Summary

In this chapter, we learned how to write a fully-featured web application with the Play framework. Congratulations on making it this far. Building web applications are likely to push many data scientists beyond their comfort zone, but knowing enough about the web to build basic applications will allow you to share your results in a compelling, engaging manner, as well as facilitate communications with software engineers and web developers.

This concludes our whistle stop tour of Scala libraries. Over the course of this book, we have learned how to tackle linear algebra and optimization problems efficiently using Breeze, how to insert and query data in SQL databases in a functional manner, and both how to interact with web APIs and how to create them. We have reviewed some of tools available to the data scientist for writing concurrent or parallel applications, from parallel collections and futures to Spark via Akka. We have seen how pervasive these constructs are in Scala libraries, from futures in the Play framework to Akka as the backbone of Spark. If you have read this far, pat yourself on the back.
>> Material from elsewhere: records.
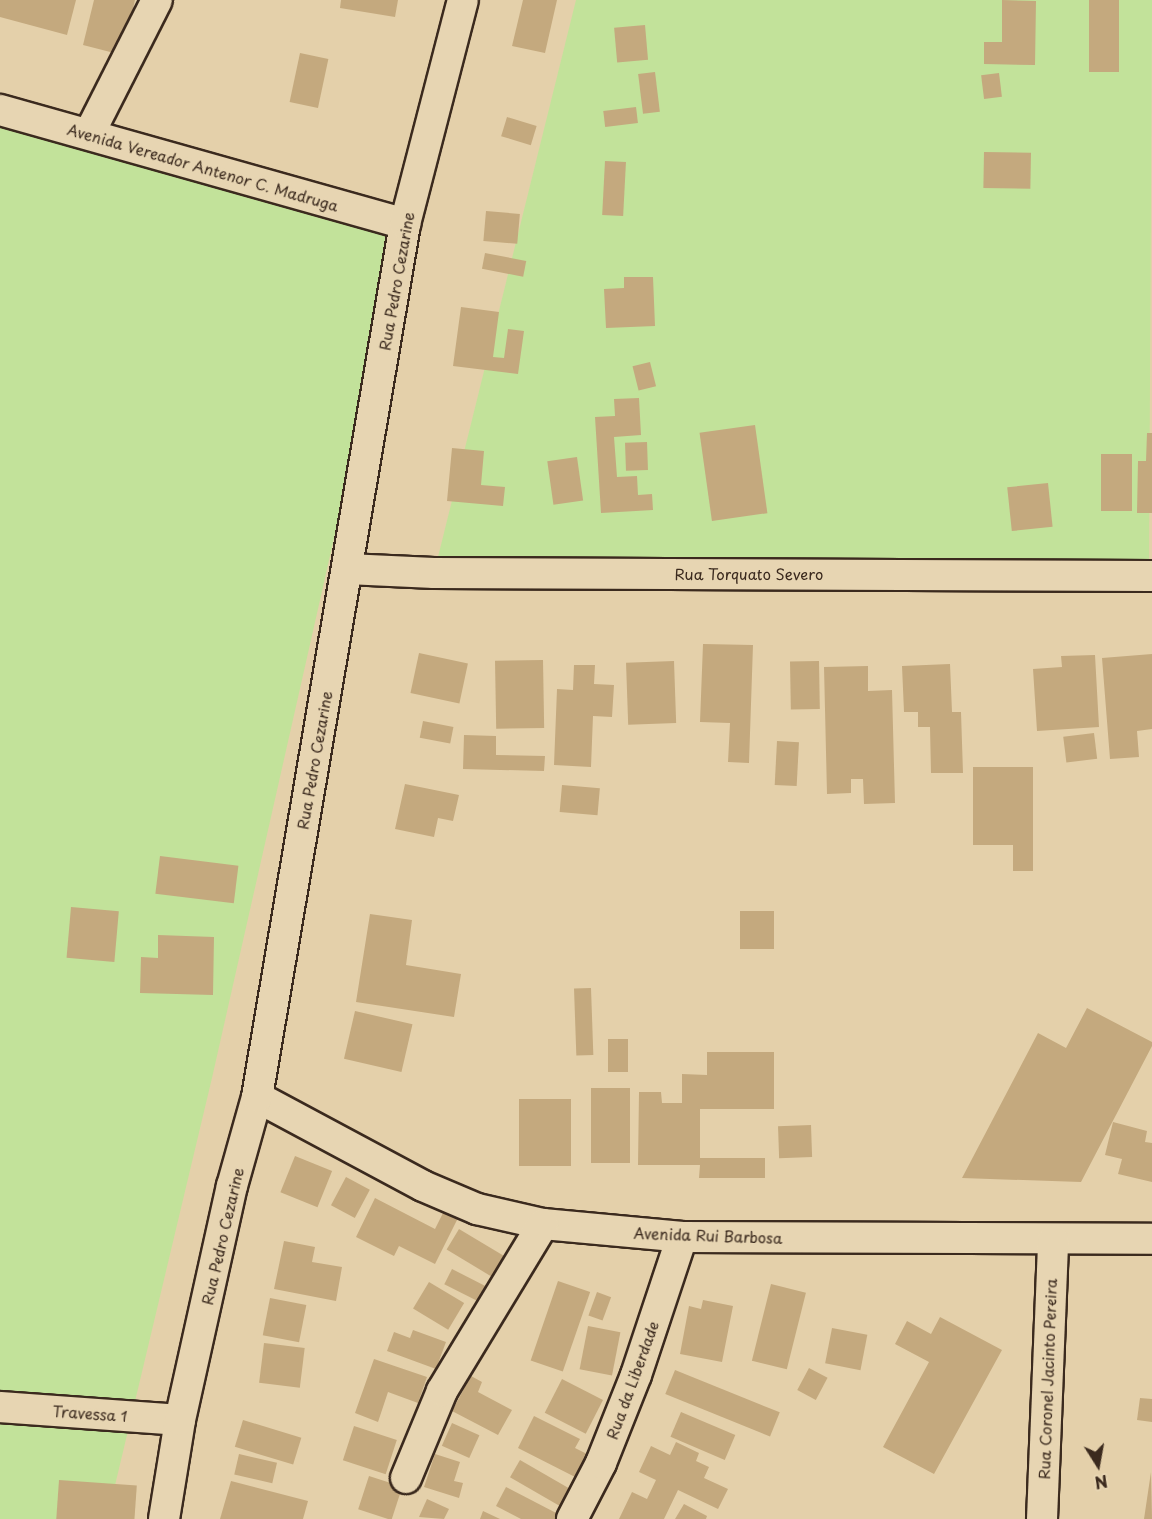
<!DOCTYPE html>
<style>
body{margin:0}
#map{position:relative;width:1152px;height:1519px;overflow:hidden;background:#e4d0aa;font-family:"Playpen Sans",sans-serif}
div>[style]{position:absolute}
.green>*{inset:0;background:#c2e29a}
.building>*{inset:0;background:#c4a97e;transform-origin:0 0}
.roads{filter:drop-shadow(2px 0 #3b2a1e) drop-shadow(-2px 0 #3b2a1e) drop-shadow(0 2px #3b2a1e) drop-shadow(0 -2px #3b2a1e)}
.minor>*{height:30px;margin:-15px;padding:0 15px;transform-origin:15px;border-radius:15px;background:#e7d5b2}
span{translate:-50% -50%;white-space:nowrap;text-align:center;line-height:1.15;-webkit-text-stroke:4.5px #e7d5b2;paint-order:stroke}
.street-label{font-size:15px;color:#3b2a1e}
.north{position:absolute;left:1068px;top:1435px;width:60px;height:60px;-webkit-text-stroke:4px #e7d5b2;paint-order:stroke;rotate:169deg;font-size:16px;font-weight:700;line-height:24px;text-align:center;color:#3b2a1e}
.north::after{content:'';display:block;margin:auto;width:21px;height:27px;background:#3b2a1e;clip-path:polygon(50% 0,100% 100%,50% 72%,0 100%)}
</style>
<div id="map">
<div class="green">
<div style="clip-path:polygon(576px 0,1152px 0,1149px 576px,434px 573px)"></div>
<div style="clip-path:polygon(0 112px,405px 224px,212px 1078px,107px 1519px,0 1519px)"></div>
</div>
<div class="building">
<div style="clip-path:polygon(0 0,76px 0,67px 35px,0 17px)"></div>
<div style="clip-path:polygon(94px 0,135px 0,122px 55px,83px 45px)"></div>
<div style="clip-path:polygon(341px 0,398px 0,395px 17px,340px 8px)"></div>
<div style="clip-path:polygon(523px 0,557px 0,545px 53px,512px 46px)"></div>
<div style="clip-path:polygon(1002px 0,1036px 1px,1035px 65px,984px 64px,984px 42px,1002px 42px)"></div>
<div style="left:1089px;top:0;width:30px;height:72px"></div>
<div style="left:645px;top:25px;width:35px;height:31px;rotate:85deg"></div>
<div style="left:300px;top:53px;width:29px;height:50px;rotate:12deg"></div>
<div style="left:655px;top:72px;width:40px;height:17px;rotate:83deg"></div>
<div style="left:999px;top:73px;width:24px;height:18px;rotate:83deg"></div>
<div style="left:636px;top:107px;width:16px;height:33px;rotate:83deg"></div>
<div style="left:507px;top:117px;width:31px;height:20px;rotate:17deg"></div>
<div style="left:984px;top:152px;width:47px;height:36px;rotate:1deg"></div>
<div style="left:605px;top:161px;width:21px;height:54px;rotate:3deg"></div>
<div style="left:486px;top:211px;width:34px;height:30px;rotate:5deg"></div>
<div style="left:485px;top:253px;width:42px;height:16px;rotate:11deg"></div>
<div style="clip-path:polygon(624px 277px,653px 277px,655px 326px,606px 328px,604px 289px,624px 288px)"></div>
<div style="clip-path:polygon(461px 307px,499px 312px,493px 357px,504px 358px,508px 329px,524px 331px,518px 374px,453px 366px)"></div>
<div style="left:650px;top:362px;width:25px;height:18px;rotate:76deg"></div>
<div style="clip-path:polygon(639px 398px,641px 435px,614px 437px,617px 477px,637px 476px,638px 495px,652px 494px,653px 510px,601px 513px,595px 417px,615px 416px,614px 399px)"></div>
<div style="left:755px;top:425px;width:89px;height:56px;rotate:82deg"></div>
<div style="clip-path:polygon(1147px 433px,1152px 433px,1152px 513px,1137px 513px,1138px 461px,1146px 461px)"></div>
<div style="left:647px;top:442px;width:28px;height:22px;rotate:88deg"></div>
<div style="clip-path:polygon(452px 448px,484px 451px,481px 485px,505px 487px,503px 506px,447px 501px)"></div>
<div style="left:1101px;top:454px;width:31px;height:57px"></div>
<div style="left:577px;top:457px;width:44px;height:30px;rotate:82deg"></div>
<div style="left:1048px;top:483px;width:44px;height:41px;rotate:84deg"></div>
<div style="clip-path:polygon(703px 644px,753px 645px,749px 763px,728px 762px,730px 723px,700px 722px)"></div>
<div style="left:419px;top:653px;width:50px;height:41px;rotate:12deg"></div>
<div style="clip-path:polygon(1152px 654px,1152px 729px,1137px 731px,1139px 757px,1110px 759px,1102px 658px)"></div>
<div style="clip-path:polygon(1095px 655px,1099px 727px,1037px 731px,1033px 669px,1062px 667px,1061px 656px)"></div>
<div style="left:543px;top:660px;width:68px;height:48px;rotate:89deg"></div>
<div style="left:674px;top:661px;width:62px;height:48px;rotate:88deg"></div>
<div style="left:819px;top:661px;width:48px;height:29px;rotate:89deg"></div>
<div style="clip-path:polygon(950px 664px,952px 712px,961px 712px,963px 773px,931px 773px,930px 727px,918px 727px,918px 712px,904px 712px,902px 666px)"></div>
<div style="clip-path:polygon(574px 665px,595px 665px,594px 684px,614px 685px,612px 717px,593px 716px,591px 767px,554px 765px,557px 689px,573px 690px)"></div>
<div style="clip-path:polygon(868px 666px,868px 691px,892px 690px,895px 803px,864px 804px,863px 779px,851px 779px,851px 793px,827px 794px,824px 667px)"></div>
<div style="left:423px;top:721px;width:31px;height:17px;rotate:11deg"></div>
<div style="left:1094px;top:733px;width:26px;height:31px;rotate:83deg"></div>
<div style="clip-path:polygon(464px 735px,496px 736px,496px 755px,545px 756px,544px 771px,463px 769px)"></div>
<div style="left:777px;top:741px;width:22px;height:44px;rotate:3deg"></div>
<div style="clip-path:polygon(973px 767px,1033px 767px,1033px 871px,1013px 871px,1013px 845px,973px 845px)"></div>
<div style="clip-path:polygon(405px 784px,459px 795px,453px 821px,438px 818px,434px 837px,395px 829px)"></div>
<div style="left:562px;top:785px;width:38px;height:27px;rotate:5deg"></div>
<div style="left:160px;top:856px;width:79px;height:38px;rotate:7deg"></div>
<div style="left:71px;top:907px;width:48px;height:51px;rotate:5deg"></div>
<div style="left:740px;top:911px;width:34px;height:38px"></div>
<div style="clip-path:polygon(370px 914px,412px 920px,406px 965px,461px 974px,454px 1017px,356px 1002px)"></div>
<div style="clip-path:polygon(158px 935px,214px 937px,213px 995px,140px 993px,141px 957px,158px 958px)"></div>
<div style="left:591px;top:988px;width:67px;height:17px;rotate:88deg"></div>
<div style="clip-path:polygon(1087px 1008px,1152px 1042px,1152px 1046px,1081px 1182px,962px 1178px,1038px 1033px,1066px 1048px)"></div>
<div style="left:355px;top:1011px;width:59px;height:49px;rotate:13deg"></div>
<div style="left:608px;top:1039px;width:20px;height:33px"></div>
<div style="clip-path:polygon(707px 1052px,774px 1052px,774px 1109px,700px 1109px,700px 1158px,765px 1158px,765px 1178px,699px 1178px,700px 1165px,638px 1165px,639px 1092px,661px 1092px,662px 1103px,682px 1103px,682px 1074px,707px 1075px)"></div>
<div style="left:591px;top:1088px;width:39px;height:75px"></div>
<div style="left:519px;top:1099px;width:52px;height:67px"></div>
<div style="clip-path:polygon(1113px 1122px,1147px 1131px,1145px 1142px,1152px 1143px,1152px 1182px,1118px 1174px,1122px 1159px,1105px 1155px)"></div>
<div style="left:811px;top:1125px;width:32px;height:33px;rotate:88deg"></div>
<div style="left:295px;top:1156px;width:40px;height:39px;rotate:22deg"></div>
<div style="left:346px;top:1177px;width:27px;height:32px;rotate:28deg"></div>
<div style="clip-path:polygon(375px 1198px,435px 1229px,444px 1211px,458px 1218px,435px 1264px,399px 1246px,394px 1256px,356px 1237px)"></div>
<div style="left:459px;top:1229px;width:57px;height:24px;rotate:31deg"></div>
<div style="clip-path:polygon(284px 1241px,315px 1247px,312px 1262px,342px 1267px,336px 1301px,274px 1289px)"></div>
<div style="left:452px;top:1269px;width:39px;height:17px;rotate:27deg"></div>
<div style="left:558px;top:1281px;width:34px;height:84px;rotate:19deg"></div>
<div style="left:429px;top:1282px;width:41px;height:31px;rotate:31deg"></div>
<div style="left:771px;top:1284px;width:36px;height:79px;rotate:14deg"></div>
<div style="left:597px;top:1292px;width:15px;height:25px;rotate:20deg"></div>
<div style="left:270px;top:1298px;width:37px;height:38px;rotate:11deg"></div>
<div style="clip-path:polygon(703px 1300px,733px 1306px,722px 1362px,680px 1354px,689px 1306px,701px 1309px)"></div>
<div style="clip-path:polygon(940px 1317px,1002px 1350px,934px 1474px,883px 1447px,929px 1362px,895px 1344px,907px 1321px,931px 1334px)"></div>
<div style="left:588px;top:1326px;width:33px;height:44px;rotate:11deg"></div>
<div style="left:832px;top:1328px;width:36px;height:36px;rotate:11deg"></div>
<div style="clip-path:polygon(413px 1330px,446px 1342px,436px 1369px,387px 1351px,394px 1332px,410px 1338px)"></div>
<div style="left:264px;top:1343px;width:41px;height:40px;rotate:7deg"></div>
<div style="clip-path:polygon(374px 1359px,427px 1377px,418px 1403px,388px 1392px,378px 1422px,355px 1413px)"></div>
<div style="left:809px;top:1368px;width:21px;height:25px;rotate:28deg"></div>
<div style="left:675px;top:1370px;width:113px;height:26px;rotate:22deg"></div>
<div style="clip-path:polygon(471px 1376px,482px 1382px,478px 1392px,512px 1410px,498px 1435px,452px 1411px)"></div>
<div style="left:562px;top:1379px;width:46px;height:38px;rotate:27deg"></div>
<div style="clip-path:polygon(1140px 1398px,1152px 1399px,1152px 1422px,1137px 1420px)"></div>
<div style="left:681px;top:1412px;width:59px;height:27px;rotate:23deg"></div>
<div style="clip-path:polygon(534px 1416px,580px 1439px,575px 1448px,591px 1456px,579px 1479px,518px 1448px)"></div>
<div style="left:243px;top:1420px;width:61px;height:28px;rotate:17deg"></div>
<div style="left:452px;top:1423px;width:30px;height:25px;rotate:24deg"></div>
<div style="left:354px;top:1426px;width:45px;height:36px;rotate:18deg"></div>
<div style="clip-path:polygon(676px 1442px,699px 1453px,696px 1461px,709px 1467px,704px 1478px,728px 1489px,718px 1509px,678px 1490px,664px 1519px,619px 1519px,632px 1492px,647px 1499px,656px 1480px,639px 1472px,651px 1446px,670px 1455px)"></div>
<div style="left:239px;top:1454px;width:39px;height:21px;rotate:13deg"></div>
<div style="clip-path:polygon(435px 1454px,460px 1462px,454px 1481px,463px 1483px,459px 1498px,424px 1487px)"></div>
<div style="left:520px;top:1460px;width:61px;height:20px;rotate:30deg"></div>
<div style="clip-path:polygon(1151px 1472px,1152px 1519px,1144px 1519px)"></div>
<div style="left:369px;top:1476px;width:35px;height:35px;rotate:18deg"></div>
<div style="left:59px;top:1480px;width:78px;height:39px;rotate:4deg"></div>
<div style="clip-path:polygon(231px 1481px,308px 1501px,303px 1519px,220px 1519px)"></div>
<div style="clip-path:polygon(506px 1487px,560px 1515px,559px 1519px,521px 1519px,496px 1506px)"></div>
<div style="clip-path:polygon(427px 1499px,449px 1509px,444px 1519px,419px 1517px)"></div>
<div style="clip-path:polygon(684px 1504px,707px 1516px,706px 1519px,675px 1519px)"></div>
<div style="clip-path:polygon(483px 1511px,500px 1519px,480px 1519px)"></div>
</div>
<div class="roads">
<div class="minor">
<div style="left:0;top:110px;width:421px;rotate:15.7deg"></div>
<div style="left:89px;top:134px;width:150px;rotate:-63.1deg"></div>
<div style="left:347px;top:569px;width:87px;rotate:2.6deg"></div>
<div style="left:434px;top:573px;width:718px;rotate:0.24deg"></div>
<div style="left:257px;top:1097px;width:188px;rotate:28.2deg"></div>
<div style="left:423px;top:1186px;width:59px;rotate:23.1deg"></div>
<div style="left:477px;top:1209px;width:68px;rotate:12.8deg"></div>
<div style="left:543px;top:1224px;width:140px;rotate:5.3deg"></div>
<div style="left:682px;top:1237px;width:470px;rotate:0.2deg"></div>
<div style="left:0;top:1407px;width:180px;rotate:4.1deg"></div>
<div style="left:406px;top:1478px;width:94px;rotate:-67.5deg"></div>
<div style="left:442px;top:1391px;width:195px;rotate:-58.8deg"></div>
<div style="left:164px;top:1519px;width:100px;rotate:-80.8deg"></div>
<div style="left:180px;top:1420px;width:240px;rotate:-77.5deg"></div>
<div style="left:232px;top:1186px;width:92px;rotate:-74.3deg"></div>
<div style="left:257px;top:1097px;width:885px;rotate:-80.38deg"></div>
<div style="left:405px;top:224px;width:231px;rotate:-75.5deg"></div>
<div style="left:572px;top:1519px;width:63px;rotate:-62.6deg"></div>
<div style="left:601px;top:1463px;width:95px;rotate:-68.3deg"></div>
<div style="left:636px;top:1375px;width:145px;rotate:-71.6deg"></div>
<div style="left:1042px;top:1519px;width:279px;rotate:-87.7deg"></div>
</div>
</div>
<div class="street-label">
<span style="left:203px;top:167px;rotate:16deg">Avenida Vereador Antenor C. Madruga</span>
<span style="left:396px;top:281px;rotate:-80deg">Rua Pedro Cezarine</span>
<span style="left:749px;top:574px">Rua Torquato Severo</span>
<span style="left:314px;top:760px;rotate:-80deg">Rua Pedro Cezarine</span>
<span style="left:708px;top:1235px;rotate:2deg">Avenida Rui Barbosa</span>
<span style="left:222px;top:1236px;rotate:-77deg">Rua Pedro Cezarine</span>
<span style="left:1047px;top:1379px;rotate:-88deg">Rua Coronel Jacinto Pereira</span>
<span style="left:632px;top:1380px;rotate:-70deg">Rua da Liberdade</span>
<span style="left:90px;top:1413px;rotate:4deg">Travessa 1</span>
</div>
<div class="north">N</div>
</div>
This books gives you the briefest of introduction to the libraries it covers, hopefully just enough to give you a taste of what each tool is good for, what you could accomplish with it, and how it fits in the wider Scala ecosystem. If you decide to use any of these in your data science pipeline, you will need to read the documentation in more detail, or a more complete reference book. The references listed at the end of each chapter should provide a good starting point.

Both Scala and data science are evolving rapidly. Do not stay wedded to a particular toolkit or concept. Remain on top of current developments and, above all, remain pragmatic: find the right tool for the right job. Scala and the libraries discussed here will often be that tool, but not always: sometimes, a shell command or a short Python script will be more effective. Remember also that programming skills are but one aspect of the data scientist's body of knowledge. Even if you want to specialize in the engineering side of data science, learn about the problem domain and the mathematical underpinnings of machine learning.

Most importantly, if you have taken the time to read this book, it is likely that you view programming and data science as more than a day job. Coding in Scala can be satisfying and rewarding, so have fun and be awesome!